実測大阪市街全図 全

番号 206
名前 実測大阪市街全図 全
読み じっそくおおさかしがいぜんず ぜん
サイズ(cm) 133.5 x 109.0
彩色 銅板
作者 大阪府地理課
版元 (項目なし)
作成日(和暦) 明治18年1月
作成日(西暦) 1885年
地域 大阪
解説 本図は、大阪府地理課によって作製された実測版の大阪市街図である。縮尺は6000分の1である。通りや河川に主題をおき大阪市街の全体をあらわしている。会社名や住宅情報は記載していない。所々に、公的役所が記載されているのみである。凡例には、郡区界、区界、郡区役所、警察署、監獄書、電信局などが符号をともない明記されている。本図には、方位を示す書き込みが多い。余白には方位記号があるが、このほかにも後筆により十二支で方位が刻まれ、図中の大坂城東方にも方位盤が描かれている。幕末の大坂三郷620町編成は、維新後の編入1町増と統廃合2町減で、明治元(1868)年には新政府の大阪府管地3郷619町編成で発足するが、明治初期には毎年のように朝令暮改的な町割編成が行われ、明治5年(1872)の大改正の結果ようやく定着した。この改正は、従前の621町編成を一挙に532町編成とし、しかも旧町域そのままの移行はわずか99町にすぎず、江戸時代の町割りが徹底的に再編された。以後、旧市街地ではほとんど変動していないため、本図に明示されている各区界は、ほぼこのときに画定したものである。図をみれば、この当時の大阪の風景を彷彿させる。大坂城には鎮台がおかれ、江戸時代の御定番下屋敷は工兵作業場となっている。大坂城周辺におかれた与力屋敷には、陸軍兵営がおかれた。また、各大名の蔵屋敷が建ち並んだ中之島をみれば、旧延岡、秋田、上田、壬生藩の蔵屋敷は府立中学校にかわり、広大な敷地を占めた広島の蔵屋敷跡には、医学校や府立病院が置かれた。また唐津、大村、久留米藩蔵屋敷跡地には、職工学校や測候所、商法会議所や商品陳列所に変貌している。

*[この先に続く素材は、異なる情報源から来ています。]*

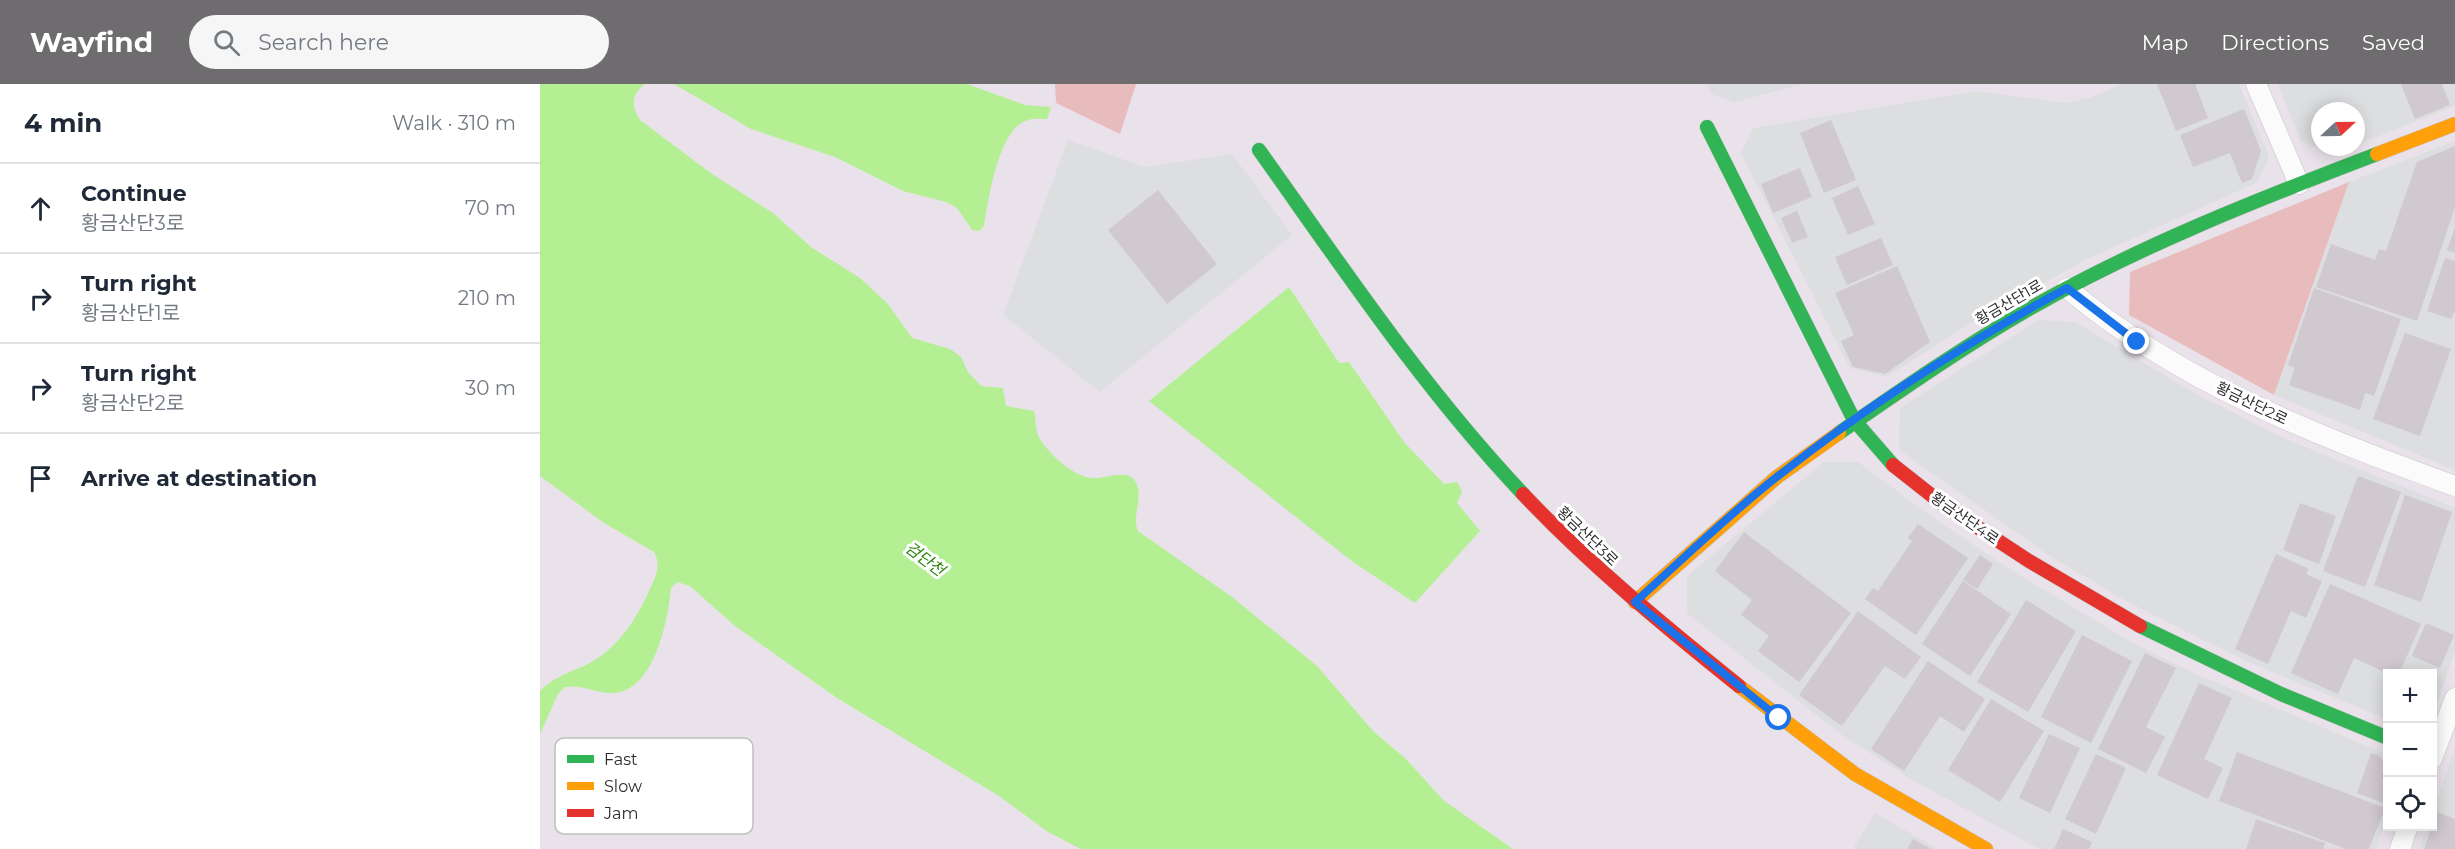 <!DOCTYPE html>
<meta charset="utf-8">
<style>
:root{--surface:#fff;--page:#f6f6f7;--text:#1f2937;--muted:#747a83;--line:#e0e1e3;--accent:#6e6c6e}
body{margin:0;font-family:Montserrat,"Noto Sans KR",sans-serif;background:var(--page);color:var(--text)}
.controls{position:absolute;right:18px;bottom:18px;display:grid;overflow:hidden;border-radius:0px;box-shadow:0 3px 15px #0003}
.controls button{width:54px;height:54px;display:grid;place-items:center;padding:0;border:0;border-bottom:2px solid var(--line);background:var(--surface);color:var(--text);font:30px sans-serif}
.compass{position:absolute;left:1771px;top:18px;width:54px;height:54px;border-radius:50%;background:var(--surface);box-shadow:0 3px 15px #0003;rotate:68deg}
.stop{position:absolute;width:18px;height:18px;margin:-14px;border:4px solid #1a73e8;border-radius:50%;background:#fff}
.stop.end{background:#1a73e8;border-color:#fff;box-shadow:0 2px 6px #0008}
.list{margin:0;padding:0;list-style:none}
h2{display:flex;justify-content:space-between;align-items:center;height:78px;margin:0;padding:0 24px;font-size:26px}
h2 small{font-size:20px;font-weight:400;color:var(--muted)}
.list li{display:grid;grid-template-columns:39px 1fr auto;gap:18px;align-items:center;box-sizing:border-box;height:90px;padding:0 24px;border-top:2px solid var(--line)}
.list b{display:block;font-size:22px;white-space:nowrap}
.list p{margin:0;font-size:20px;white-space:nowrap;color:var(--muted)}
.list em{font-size:20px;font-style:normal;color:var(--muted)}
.icon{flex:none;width:33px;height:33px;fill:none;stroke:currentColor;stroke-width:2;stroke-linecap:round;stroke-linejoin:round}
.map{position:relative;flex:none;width:1915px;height:765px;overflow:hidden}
header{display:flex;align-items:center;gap:36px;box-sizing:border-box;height:84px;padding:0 30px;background:var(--accent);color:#fff}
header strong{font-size:28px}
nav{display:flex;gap:33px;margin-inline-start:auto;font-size:21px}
.search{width:420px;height:54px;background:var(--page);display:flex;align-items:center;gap:15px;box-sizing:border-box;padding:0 21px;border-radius:33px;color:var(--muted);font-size:22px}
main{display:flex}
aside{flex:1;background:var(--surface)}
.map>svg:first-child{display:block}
</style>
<header>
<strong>Wayfind</strong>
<div class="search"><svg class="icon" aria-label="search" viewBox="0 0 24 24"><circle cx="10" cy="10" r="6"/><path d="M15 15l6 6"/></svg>Search here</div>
<nav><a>Map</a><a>Directions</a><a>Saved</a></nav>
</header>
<main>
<aside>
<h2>4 min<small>Walk · 310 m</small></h2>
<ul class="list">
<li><svg class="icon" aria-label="ahead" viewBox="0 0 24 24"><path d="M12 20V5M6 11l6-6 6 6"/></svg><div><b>Continue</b><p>황금산단3로</p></div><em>70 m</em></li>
<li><svg class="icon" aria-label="right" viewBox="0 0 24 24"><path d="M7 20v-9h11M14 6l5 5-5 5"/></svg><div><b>Turn right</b><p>황금산단1로</p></div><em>210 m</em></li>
<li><svg class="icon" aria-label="right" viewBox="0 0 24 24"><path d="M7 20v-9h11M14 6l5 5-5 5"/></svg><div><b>Turn right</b><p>황금산단2로</p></div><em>30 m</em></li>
<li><svg class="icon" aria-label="arrive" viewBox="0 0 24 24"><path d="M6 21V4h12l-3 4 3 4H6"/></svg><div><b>Arrive at destination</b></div></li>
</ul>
</aside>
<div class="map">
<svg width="1915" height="765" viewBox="0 0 1915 765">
<rect width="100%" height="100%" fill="#eae2ea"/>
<g fill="#dddee0">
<polygon points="1168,0 1263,0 1195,18 1171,10"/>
<polygon points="1583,0 1699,0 1729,72 1718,98 1547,175 1428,241 1346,293 1310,284 1201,69 1213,44 1436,7 1526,19 1549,14"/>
<polygon points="1738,0 1915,0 1915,22 1816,61 1816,27 1780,27 1780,63 1812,63 1794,70 1761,57"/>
<polygon points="528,56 605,83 692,70 752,151 560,308 463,231"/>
<polygon points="1915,57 1915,386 1734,311 1809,98"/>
<polygon points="1498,236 1535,238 1658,311 1748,356 1915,424 1915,567 1896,622 1893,623 1892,590 1848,590 1847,635 1727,586 1659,554 1586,517 1510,472 1359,366 1360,324"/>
<polygon points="1284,378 1318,378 1392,433 1474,488 1593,559 1656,590 1843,669 1847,676 1847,732 1836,765 1499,765 1372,696 1299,649 1147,529 1147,492"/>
<polygon points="1915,664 1915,765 1879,765 1887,743 1892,742 1893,727"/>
<polygon points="1335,729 1398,765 1313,765"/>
</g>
<g fill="#e8bcbd">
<polygon points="515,0 596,0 580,50 516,19"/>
<polygon points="1809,98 1734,311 1589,231 1590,188"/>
</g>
<g fill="#b4ef93">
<path d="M 0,0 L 105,0 C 91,10 91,22 100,36 L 172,90 L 233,129 L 271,163 L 320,194 L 348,220 L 372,254 L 410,265 L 421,273 L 428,288 L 441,302 L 463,304 L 466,322 L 494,327 C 497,337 494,346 500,355 C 509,370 533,392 551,394 C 564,396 587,384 595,397 C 605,413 591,431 598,447 L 692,513 L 777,582 L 833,647 L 866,675 L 903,716 L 973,765 L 541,765 L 508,748 L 459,712 L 297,614 L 195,542 L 150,502 L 137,498 L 131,504 C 128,536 114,610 71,609 C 55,609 42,600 25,603 L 18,610 L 0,650 L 0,607 C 13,593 31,588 48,580 C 77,565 96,536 109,507 C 115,494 122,482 114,468 L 64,439 L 0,392 Z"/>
<path d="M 134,0 L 427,0 L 485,21 L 511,23 L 507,35 C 501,35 493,34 488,36 C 458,44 448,117 444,142 L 439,147 L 432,146 L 417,124 L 406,118 L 363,107 L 295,73 L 211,45 Z"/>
<polygon points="749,203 799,279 809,278 864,358 904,400 917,398 922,407 917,419 940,447 875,519 813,478 609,317"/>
</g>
<g fill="#d0c9d0">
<polygon points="1617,0 1655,0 1668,34 1636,47"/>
<polygon points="1861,0 1902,0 1910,21 1875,35"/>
<polygon points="1704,25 1721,67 1712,95 1702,99 1690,69 1653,83 1640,51"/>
<polygon points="1291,36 1316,96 1284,109 1260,49"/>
<polygon points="1915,62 1915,123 1877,237 1776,203 1791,160 1835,176 1839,165 1846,167 1877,78"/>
<polygon points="1260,84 1272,113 1233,129 1221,100"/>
<polygon points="1318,102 1335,140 1308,151 1292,114"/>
<polygon points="618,106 677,180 627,220 568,146"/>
<polygon points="1257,127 1268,153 1252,159 1241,134"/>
<polygon points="1915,144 1915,169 1907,166"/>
<polygon points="1341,154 1353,181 1307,201 1295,173"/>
<polygon points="1905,174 1915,177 1915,227 1911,235 1887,227"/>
<polygon points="1357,182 1390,258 1345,290 1313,283 1301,257 1314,251 1295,209"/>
<polygon points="1774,204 1861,235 1834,312 1825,309 1820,326 1749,301 1755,284 1748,281"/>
<polygon points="1865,249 1911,265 1880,352 1833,335"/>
<polygon points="1818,392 1861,408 1825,503 1783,487"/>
<polygon points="1865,411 1912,428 1881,518 1834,501"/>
<polygon points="1760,419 1796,432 1779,480 1743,466"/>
<polygon points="1378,440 1428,474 1376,551 1325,515 1333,504 1338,507 1372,457 1368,454"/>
<polygon points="1204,448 1311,529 1259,598 1218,567 1229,552 1201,531 1212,516 1175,487"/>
<polygon points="1736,470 1769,485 1766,490 1782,497 1766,534 1751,527 1728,580 1695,565"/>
<polygon points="1440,471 1453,480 1437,505 1423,496"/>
<polygon points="1423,497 1471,530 1430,592 1382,560"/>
<polygon points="1790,500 1881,540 1859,590 1849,590 1814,574 1798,610 1751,589"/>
<polygon points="1486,516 1536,547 1488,628 1437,598"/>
<polygon points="1318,527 1381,573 1365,595 1345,582 1302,642 1259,611"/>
<polygon points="1886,539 1914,551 1900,584 1872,572"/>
<polygon points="1542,551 1592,577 1551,659 1501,633"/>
<polygon points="1605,569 1636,584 1606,643 1625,653 1606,689 1558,665"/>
<polygon points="1388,577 1445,615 1424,648 1400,632 1364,687 1331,665"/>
<polygon points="1659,599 1692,614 1664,675 1683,684 1668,715 1617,691"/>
<polygon points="1451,615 1504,647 1460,718 1408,686"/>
<polygon points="1509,650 1540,664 1510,729 1479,714"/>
<polygon points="1697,668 1845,724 1829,765 1806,765 1679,717"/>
<polygon points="1831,669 1840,672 1848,689 1846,720 1817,709"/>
<polygon points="1556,670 1586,684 1556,750 1525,735"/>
<polygon points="1897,728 1915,735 1915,765 1884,765"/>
<polygon points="1716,735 1785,759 1783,765 1706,765"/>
<polygon points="1523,745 1552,758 1549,765 1514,765"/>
<polygon points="1373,755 1391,765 1367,765"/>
</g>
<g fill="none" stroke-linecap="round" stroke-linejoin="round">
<g stroke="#c4c3c4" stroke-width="21">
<g id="street">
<polyline points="1716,0 1759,100"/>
<path d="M 1527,204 C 1639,299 1778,352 1915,402"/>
<polyline points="1892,675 1915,614"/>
<polyline points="1860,765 1868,742"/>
</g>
</g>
<g stroke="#c4c3c4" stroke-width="15">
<g id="fast">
<polyline points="1167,43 1314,336 1353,381"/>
<path d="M 719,66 C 803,184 883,304 983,410"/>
<path d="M 1299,349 C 1361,306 1423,263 1489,225 C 1599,162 1719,115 1837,70"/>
<polyline points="1600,542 1741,610 1848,654"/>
</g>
</g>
<g stroke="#c4c3c4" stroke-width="15">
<g id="slow">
<polyline points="1837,70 1915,40"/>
<polyline points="1095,518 1237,393 1299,349"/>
<polyline points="1199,602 1315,690 1446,765"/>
</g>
</g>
<g stroke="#c4c3c4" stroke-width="15">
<g id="jam">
<polyline points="1353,381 1405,422 1489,477 1600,542"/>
<path d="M 983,410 C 1049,480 1123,541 1199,602"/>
</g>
</g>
<use href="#street" stroke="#fcfbfc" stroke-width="20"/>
<use href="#fast" stroke="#30b455" stroke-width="14"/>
<use href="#slow" stroke="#ff9f0a" stroke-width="14"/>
<use href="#jam" stroke="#e5322d" stroke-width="14"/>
</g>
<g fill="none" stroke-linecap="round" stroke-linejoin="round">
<path stroke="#1a73e8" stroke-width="8" d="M 1239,634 L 1095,518 C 1142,476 1188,431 1238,392 C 1328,321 1426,259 1527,204 L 1597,258"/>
</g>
<g text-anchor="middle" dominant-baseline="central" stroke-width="6" stroke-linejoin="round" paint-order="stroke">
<g font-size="15" fill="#2c2c2c" stroke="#fff">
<text transform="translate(1469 218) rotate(-30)">황금산단1로</text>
<text transform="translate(1712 319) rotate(26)">황금산단2로</text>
<text transform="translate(1425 434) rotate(35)">황금산단4로</text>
<text transform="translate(1048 452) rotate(44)">황금산단3로</text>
</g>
<g font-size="16" font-style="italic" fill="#2c870a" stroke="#fff">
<text transform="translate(385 475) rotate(37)">검단천</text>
</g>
</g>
<rect x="15" y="654" width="198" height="96" rx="9" fill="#fff" stroke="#c0c0c0" stroke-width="1.5"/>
<rect x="27" y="671" width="27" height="8" fill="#30b455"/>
<rect x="27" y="698" width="27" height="8" fill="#ff9f0a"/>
<rect x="27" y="725" width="27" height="8" fill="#e5322d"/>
<g font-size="16" fill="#2c2c2c">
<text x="64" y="681">Fast</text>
<text x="64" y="708">Slow</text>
<text x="64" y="735">Jam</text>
</g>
</svg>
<div class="controls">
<button>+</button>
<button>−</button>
<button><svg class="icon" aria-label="locate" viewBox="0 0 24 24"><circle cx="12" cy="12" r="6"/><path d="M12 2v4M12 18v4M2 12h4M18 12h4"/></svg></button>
</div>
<svg class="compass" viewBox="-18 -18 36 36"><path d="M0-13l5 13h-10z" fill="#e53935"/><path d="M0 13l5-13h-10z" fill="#747a83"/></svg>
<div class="stop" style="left:1239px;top:634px"></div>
<div class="stop end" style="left:1597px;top:258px"></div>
</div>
</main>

要約 大阪府地理課によって明治18年(1885)復刻された縮尺6000分の1の実測版大阪市街図。会社名や住宅情報はなく、通りや河川に主題をおく。本図には余白に方位記号があるが、このほかにも後筆により十二支で方位が刻まれ、図中の大坂城東方にも方位盤が描かれている。凡例には、郡区界、区界、郡区役所、警察署、監獄書、電信局などが符号をともない明記されている。地図をみれば、大坂城には鎮台がおかれ、その周辺には、工兵作業場や陸軍兵営が確認できる。また、各大名の蔵屋敷が置かれた中之島には、病院や商業施設が置かれた。
キーワード 明治18年、大阪、大阪府地理課、6000分の1、方位、市街地図、実測
参照 地図資料編纂会編『明治前期内務省地理局作成地図集成 第1巻都市図編』柏書房(1999年)解説部分。玉置豊次郎『大阪建設史夜話』大阪都市協会(1980年) [本編];附録。